Paul urged younger trans folks to inoculate their self-worth from the hatred of others and to conserve their emotional energy. He said that if he could send a message to his younger self, he would say, “It’s not worth it to hide” being trans. He would also tell his younger self: “Family isn’t who you’re related to; family’s who cares about you. And that’s a really cliché thing to say. But that’s a really fucking hard truth to accept. Especially as a young person. But honestly, the key to happiness is to stop caring about what people around you think.”

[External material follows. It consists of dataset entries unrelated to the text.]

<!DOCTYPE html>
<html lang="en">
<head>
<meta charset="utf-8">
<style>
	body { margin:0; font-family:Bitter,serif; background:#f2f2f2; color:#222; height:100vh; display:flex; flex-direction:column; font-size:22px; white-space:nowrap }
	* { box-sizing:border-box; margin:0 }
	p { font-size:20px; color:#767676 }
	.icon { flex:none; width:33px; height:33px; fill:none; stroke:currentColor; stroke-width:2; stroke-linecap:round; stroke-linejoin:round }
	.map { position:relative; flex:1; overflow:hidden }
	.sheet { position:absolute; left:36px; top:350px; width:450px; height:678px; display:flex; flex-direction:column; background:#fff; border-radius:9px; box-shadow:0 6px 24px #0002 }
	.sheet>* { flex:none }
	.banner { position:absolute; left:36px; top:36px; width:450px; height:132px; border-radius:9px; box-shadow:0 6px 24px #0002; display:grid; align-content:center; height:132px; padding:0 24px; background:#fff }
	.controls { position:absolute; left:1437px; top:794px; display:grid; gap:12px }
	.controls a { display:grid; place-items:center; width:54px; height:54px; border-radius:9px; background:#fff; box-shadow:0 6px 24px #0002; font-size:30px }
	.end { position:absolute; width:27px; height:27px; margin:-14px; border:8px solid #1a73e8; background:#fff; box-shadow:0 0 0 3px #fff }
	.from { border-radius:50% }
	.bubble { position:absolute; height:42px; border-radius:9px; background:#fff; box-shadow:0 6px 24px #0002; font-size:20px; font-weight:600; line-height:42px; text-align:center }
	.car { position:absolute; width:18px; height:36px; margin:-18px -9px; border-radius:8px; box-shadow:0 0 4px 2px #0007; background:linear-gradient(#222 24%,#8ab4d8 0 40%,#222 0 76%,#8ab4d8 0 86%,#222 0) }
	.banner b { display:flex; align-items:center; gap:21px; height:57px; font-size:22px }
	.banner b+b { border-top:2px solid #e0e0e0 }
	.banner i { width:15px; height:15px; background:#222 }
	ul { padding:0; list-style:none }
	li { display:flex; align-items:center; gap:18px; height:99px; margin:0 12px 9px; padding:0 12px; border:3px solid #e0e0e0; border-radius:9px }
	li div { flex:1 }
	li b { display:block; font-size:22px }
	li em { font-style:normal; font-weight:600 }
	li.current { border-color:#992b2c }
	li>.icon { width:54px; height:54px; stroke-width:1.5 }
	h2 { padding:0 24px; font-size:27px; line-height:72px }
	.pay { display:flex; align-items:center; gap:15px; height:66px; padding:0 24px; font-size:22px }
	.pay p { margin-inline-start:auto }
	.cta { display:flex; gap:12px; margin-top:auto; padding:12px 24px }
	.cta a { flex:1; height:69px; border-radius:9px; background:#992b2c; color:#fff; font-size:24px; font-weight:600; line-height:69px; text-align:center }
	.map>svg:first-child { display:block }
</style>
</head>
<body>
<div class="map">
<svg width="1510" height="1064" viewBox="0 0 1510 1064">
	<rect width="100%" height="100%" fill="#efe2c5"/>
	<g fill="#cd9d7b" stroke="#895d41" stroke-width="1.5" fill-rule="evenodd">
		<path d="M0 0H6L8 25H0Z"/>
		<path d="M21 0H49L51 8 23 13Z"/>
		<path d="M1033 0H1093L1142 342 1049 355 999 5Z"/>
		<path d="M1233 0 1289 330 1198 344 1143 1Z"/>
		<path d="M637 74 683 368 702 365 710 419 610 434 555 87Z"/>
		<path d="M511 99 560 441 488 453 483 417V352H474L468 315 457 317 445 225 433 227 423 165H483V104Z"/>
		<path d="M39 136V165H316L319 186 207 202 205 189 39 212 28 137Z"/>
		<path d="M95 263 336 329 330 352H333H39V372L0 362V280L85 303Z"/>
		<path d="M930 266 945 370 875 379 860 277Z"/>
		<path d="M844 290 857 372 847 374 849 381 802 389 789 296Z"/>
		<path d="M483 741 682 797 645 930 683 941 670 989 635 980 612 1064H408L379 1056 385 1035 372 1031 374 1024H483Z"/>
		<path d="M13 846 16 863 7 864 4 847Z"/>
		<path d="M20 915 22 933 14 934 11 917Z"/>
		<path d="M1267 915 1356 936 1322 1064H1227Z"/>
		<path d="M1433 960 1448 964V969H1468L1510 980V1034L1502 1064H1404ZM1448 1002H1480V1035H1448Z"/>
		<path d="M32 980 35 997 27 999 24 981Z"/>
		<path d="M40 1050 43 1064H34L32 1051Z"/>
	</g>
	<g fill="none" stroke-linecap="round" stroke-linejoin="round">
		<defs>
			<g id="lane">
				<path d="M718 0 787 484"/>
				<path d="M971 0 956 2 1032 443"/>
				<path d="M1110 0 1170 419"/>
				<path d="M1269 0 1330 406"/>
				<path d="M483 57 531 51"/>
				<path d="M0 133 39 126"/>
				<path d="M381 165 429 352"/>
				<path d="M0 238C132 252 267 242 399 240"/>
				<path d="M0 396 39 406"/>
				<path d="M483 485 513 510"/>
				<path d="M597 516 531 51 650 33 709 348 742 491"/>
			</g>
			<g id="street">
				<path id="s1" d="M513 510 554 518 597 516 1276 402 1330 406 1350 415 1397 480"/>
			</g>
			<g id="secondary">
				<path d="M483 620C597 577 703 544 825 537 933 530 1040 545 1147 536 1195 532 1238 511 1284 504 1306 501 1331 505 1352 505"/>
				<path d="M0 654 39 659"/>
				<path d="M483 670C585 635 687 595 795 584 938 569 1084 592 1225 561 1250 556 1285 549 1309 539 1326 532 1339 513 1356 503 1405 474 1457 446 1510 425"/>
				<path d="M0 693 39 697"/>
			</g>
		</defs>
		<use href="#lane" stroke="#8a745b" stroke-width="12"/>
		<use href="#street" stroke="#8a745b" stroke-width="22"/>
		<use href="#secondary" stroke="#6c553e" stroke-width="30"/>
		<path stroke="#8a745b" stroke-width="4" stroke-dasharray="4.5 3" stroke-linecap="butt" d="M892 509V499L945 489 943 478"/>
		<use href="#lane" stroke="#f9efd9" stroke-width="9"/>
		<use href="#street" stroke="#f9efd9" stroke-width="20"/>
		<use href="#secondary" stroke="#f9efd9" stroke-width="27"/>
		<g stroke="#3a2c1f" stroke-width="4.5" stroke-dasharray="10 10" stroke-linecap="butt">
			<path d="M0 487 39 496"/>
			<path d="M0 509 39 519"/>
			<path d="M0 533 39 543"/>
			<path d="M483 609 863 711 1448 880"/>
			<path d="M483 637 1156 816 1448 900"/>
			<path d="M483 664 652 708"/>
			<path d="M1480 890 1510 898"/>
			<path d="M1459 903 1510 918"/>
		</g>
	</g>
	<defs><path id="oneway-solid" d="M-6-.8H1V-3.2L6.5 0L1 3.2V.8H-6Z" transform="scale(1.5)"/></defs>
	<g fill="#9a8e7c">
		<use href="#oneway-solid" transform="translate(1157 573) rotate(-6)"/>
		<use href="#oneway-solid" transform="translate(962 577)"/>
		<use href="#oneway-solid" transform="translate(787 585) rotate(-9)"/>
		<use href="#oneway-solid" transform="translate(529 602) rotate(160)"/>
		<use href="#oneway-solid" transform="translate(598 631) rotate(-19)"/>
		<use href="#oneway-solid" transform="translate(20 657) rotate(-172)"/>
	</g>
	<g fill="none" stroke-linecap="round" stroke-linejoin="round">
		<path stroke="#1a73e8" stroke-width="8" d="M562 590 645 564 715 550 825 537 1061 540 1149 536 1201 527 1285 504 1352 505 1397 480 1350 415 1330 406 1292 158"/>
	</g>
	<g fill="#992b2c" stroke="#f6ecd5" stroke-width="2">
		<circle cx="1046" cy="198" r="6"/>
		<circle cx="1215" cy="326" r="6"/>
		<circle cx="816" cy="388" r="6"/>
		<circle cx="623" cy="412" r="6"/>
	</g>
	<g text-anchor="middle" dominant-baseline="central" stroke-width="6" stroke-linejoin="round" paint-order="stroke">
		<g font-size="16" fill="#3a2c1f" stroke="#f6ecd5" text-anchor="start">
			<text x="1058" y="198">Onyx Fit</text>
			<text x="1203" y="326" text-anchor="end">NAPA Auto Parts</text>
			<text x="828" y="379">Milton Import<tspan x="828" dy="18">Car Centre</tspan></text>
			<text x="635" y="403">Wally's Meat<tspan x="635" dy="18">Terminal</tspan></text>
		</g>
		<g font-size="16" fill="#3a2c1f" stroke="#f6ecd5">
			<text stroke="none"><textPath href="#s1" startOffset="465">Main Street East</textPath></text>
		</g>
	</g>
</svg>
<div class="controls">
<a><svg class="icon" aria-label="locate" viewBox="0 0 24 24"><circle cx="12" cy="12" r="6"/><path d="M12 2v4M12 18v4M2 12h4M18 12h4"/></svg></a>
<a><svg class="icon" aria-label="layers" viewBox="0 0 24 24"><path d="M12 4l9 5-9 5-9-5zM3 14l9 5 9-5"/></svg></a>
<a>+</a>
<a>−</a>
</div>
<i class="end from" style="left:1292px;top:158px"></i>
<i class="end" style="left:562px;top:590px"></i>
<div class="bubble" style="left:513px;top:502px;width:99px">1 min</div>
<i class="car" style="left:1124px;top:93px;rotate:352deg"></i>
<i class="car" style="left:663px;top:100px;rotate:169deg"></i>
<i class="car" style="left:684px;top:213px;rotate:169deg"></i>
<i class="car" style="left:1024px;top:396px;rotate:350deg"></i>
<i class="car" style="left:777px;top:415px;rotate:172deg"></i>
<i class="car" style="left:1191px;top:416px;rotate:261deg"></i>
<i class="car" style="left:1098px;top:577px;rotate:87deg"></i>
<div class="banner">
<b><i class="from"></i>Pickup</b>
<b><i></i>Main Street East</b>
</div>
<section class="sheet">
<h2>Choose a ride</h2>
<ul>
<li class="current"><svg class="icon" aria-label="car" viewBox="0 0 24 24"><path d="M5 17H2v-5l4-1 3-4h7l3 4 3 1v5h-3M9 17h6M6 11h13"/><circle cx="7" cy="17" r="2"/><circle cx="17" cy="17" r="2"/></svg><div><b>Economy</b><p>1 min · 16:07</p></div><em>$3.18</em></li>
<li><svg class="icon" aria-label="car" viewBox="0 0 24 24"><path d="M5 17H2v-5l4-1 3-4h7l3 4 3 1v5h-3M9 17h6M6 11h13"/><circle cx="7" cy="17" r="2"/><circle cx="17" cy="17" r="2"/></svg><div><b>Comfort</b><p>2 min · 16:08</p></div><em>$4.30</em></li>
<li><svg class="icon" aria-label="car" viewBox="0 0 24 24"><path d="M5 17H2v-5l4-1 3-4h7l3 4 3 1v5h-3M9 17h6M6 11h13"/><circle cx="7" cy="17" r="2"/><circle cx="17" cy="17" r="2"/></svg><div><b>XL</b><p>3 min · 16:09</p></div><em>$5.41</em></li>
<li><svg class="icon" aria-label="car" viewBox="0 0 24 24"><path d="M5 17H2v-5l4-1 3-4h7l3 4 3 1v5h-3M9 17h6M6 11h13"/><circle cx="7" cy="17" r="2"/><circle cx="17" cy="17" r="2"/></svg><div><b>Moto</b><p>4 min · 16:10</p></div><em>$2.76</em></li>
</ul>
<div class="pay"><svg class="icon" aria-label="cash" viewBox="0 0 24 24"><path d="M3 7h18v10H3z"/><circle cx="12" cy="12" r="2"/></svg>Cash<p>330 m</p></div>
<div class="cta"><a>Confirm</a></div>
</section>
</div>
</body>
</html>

He added: “Don’t suck up to transphobic people, even if it feels good. It’s not worth your time, it’s not worth your energy, and it’s so fucking dangerous and stupid, and you will either come out not alive from it or wish you weren’t alive from it. It’s just not worth the fight. And they’re never gonna care about you, because they’re assholes. The safest thing is just to find people who care about you. Even if it’s hard. I would rather spend 10 years trying to find someone who accepts me than spend 10 years trying to make this person accept me.”
The advice, then—beyond “get out of Texas,” also on the list for Paul—is not to stop fighting, but to withdraw energy from those who would deny us life and invest it instead in community, solidarity, each other. It is a national shame that any child has to learn this lesson. As we stare down the barrel of a GOP trifecta very few of us can flee, may all of us adults be as brave as these teens in refusing the fascist project of trans elimination with everything we’ve got.